» INSTRUCTIONS TO FOLLOW
For this exercise, copy out each line of the material below that includes "align".

==== WORKING DATA ====

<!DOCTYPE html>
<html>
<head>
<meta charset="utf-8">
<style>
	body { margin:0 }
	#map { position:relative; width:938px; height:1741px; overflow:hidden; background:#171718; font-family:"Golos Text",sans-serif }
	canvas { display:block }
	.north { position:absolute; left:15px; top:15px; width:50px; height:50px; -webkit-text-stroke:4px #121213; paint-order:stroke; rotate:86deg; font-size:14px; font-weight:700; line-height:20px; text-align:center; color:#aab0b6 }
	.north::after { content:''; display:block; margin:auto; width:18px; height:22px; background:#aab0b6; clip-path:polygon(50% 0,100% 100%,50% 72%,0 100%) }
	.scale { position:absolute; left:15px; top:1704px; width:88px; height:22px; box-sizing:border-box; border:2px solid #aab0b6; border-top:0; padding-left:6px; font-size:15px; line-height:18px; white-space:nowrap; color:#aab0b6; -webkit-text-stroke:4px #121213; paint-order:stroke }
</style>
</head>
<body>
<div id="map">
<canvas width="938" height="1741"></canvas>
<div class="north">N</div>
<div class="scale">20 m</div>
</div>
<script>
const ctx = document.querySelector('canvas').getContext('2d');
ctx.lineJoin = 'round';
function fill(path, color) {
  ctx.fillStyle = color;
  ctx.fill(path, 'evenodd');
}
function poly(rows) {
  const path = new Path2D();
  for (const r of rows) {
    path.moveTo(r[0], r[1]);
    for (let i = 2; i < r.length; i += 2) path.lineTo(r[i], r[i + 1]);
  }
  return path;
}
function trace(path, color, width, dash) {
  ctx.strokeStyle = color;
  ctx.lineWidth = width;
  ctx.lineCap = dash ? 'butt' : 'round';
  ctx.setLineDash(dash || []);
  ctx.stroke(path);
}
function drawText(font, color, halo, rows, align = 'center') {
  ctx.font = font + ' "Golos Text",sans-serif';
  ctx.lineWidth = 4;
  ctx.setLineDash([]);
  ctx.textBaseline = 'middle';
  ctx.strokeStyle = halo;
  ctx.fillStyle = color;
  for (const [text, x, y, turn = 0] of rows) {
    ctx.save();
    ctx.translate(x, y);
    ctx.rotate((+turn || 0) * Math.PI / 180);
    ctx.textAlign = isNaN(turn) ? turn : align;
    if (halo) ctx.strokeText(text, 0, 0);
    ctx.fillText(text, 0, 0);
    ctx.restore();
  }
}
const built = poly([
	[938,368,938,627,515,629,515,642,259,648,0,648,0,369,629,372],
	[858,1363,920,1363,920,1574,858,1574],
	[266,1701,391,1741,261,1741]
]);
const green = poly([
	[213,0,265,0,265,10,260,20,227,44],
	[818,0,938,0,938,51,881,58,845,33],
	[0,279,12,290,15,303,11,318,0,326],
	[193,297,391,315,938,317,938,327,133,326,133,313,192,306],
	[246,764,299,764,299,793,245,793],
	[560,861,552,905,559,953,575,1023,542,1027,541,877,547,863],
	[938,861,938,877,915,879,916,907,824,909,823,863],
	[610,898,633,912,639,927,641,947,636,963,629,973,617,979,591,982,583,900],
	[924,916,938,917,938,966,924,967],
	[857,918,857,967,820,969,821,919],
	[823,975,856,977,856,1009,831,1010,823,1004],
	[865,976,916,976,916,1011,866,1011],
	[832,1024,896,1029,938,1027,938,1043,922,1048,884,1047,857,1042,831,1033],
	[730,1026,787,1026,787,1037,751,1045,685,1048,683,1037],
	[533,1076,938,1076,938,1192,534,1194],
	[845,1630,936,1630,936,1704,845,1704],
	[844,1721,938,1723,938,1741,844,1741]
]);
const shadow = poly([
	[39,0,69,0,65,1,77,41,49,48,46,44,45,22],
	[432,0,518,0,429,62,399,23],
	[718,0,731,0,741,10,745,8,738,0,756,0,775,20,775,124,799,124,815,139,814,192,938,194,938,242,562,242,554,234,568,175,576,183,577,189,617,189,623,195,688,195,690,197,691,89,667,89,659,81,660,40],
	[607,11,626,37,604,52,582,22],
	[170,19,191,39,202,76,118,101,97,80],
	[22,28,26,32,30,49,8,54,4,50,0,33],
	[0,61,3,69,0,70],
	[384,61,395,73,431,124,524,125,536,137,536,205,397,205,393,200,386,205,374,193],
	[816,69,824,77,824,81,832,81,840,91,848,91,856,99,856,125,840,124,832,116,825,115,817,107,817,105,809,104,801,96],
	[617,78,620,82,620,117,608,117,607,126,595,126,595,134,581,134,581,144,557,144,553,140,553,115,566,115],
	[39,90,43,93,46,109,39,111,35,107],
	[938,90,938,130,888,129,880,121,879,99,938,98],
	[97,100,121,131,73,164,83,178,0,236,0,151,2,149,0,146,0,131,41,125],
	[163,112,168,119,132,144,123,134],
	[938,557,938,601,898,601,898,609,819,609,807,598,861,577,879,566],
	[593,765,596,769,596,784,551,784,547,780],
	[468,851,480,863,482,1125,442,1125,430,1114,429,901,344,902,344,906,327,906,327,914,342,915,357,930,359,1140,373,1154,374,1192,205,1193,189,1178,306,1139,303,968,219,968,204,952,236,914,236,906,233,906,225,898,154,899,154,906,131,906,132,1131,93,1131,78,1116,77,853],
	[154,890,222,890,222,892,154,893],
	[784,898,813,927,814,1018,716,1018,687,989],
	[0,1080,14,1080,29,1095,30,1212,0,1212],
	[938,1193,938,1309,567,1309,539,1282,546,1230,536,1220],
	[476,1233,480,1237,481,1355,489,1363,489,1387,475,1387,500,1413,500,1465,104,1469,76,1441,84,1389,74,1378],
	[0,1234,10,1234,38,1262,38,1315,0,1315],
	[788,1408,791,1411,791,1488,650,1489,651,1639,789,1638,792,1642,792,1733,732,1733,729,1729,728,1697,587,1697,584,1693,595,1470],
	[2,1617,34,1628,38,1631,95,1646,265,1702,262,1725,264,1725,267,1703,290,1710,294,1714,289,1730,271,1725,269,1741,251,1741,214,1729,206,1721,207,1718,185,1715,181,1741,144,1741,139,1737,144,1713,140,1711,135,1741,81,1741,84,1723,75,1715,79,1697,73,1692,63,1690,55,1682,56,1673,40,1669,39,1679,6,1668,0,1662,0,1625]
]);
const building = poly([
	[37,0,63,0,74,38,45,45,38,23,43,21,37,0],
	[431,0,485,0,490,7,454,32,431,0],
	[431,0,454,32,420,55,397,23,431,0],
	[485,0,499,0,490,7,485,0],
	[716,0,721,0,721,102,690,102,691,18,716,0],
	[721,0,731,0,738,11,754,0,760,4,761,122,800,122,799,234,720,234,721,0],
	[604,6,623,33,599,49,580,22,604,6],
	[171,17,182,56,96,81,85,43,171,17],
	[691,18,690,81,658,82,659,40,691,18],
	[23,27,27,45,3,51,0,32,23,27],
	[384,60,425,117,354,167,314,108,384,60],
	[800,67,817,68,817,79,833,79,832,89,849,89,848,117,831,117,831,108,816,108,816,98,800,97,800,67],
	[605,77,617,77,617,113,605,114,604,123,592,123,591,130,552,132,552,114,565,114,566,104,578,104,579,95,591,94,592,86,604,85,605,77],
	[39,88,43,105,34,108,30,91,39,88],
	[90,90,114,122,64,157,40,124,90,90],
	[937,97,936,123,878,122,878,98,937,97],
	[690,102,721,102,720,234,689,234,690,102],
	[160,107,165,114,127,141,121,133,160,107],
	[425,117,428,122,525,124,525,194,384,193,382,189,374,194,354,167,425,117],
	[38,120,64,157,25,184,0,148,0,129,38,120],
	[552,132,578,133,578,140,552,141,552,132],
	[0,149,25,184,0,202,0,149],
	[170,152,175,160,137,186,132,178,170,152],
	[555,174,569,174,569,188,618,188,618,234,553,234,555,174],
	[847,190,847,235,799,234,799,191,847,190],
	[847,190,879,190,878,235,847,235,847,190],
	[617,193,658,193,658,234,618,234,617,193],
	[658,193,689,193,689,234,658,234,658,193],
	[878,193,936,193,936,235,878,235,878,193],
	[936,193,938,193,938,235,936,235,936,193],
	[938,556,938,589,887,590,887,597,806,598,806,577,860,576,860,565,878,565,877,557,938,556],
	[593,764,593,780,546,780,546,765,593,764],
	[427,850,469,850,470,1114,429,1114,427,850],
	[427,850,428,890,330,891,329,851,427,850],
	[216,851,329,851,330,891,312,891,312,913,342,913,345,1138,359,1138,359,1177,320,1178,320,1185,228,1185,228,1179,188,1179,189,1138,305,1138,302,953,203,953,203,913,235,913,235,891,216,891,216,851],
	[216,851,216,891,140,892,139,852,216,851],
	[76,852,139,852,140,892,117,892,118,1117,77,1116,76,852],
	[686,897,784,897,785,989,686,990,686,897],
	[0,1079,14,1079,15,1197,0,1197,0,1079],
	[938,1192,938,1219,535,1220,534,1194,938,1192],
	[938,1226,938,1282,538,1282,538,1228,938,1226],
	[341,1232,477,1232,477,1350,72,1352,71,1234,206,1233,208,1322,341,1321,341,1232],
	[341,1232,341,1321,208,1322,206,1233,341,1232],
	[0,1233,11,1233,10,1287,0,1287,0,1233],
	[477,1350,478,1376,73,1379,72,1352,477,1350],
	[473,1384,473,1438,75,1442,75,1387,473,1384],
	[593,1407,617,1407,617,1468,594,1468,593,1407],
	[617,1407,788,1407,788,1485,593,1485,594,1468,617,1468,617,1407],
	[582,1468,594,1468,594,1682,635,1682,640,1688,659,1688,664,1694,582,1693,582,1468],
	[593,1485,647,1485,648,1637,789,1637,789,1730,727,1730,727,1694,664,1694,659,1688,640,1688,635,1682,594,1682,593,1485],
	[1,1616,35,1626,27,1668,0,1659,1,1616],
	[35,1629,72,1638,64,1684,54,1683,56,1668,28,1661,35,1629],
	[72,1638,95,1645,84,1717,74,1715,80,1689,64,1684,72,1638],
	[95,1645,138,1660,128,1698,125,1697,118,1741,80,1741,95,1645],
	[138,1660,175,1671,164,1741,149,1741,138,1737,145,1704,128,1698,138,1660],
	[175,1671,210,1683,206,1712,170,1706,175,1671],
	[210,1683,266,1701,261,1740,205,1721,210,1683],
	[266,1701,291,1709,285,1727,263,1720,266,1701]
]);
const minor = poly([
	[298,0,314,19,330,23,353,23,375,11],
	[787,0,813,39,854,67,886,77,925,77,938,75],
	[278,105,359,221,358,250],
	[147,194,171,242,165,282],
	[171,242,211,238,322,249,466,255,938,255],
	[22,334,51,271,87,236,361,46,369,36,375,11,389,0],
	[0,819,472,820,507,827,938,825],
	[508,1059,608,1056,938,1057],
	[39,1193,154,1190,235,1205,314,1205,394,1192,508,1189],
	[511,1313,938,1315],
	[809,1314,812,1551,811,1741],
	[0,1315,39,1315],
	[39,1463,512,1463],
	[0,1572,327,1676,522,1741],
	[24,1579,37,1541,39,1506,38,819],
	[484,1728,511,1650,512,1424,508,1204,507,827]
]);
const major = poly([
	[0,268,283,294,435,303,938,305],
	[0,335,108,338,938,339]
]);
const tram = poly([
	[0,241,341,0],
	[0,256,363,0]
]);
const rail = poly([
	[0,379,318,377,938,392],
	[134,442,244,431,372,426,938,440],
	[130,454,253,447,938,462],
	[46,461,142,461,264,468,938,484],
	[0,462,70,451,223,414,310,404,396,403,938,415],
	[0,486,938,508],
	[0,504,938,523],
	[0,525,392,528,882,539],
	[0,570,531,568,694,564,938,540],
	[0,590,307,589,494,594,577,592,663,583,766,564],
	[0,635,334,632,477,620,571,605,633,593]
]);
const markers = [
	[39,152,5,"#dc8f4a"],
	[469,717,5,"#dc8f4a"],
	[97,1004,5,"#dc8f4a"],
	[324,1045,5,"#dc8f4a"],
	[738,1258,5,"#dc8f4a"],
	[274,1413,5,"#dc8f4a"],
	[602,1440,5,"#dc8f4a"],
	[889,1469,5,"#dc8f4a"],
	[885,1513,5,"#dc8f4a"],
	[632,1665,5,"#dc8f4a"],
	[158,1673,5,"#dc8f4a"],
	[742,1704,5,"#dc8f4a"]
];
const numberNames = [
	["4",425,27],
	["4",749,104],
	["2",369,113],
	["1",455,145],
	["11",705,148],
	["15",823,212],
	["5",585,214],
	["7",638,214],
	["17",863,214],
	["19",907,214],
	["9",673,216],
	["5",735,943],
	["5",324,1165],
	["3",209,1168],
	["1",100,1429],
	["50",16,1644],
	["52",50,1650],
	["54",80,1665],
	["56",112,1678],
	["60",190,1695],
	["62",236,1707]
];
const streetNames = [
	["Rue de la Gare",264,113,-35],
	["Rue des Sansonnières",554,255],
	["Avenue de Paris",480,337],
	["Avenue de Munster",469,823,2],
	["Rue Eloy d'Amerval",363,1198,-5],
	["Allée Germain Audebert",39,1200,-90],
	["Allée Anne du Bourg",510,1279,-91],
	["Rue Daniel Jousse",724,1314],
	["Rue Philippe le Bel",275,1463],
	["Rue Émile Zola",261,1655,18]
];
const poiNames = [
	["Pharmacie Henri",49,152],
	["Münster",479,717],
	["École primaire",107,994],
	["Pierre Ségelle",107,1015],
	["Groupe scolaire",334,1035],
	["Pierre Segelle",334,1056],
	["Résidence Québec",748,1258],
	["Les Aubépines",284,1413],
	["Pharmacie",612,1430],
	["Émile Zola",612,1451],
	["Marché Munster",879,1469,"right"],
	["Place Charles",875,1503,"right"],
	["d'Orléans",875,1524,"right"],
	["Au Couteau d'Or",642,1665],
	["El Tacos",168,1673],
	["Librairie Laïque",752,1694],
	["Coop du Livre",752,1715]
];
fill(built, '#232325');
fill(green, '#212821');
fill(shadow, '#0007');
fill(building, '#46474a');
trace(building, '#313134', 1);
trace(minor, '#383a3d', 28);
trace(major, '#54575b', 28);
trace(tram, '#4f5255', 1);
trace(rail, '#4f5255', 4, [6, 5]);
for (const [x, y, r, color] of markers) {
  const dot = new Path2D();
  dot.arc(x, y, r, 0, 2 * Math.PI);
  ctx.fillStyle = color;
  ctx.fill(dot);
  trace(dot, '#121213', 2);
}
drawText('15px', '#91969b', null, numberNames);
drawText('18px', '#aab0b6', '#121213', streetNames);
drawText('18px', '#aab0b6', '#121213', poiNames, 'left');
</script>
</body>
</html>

====

» ANSWER TO THIS PROBLEM
	.north { position:absolute; left:15px; top:15px; width:50px; height:50px; -webkit-text-stroke:4px #121213; paint-order:stroke; rotate:86deg; font-size:14px; font-weight:700; line-height:20px; text-align:center; color:#aab0b6 }
function drawText(font, color, halo, rows, align = 'center') {
    ctx.textAlign = isNaN(turn) ? turn : align;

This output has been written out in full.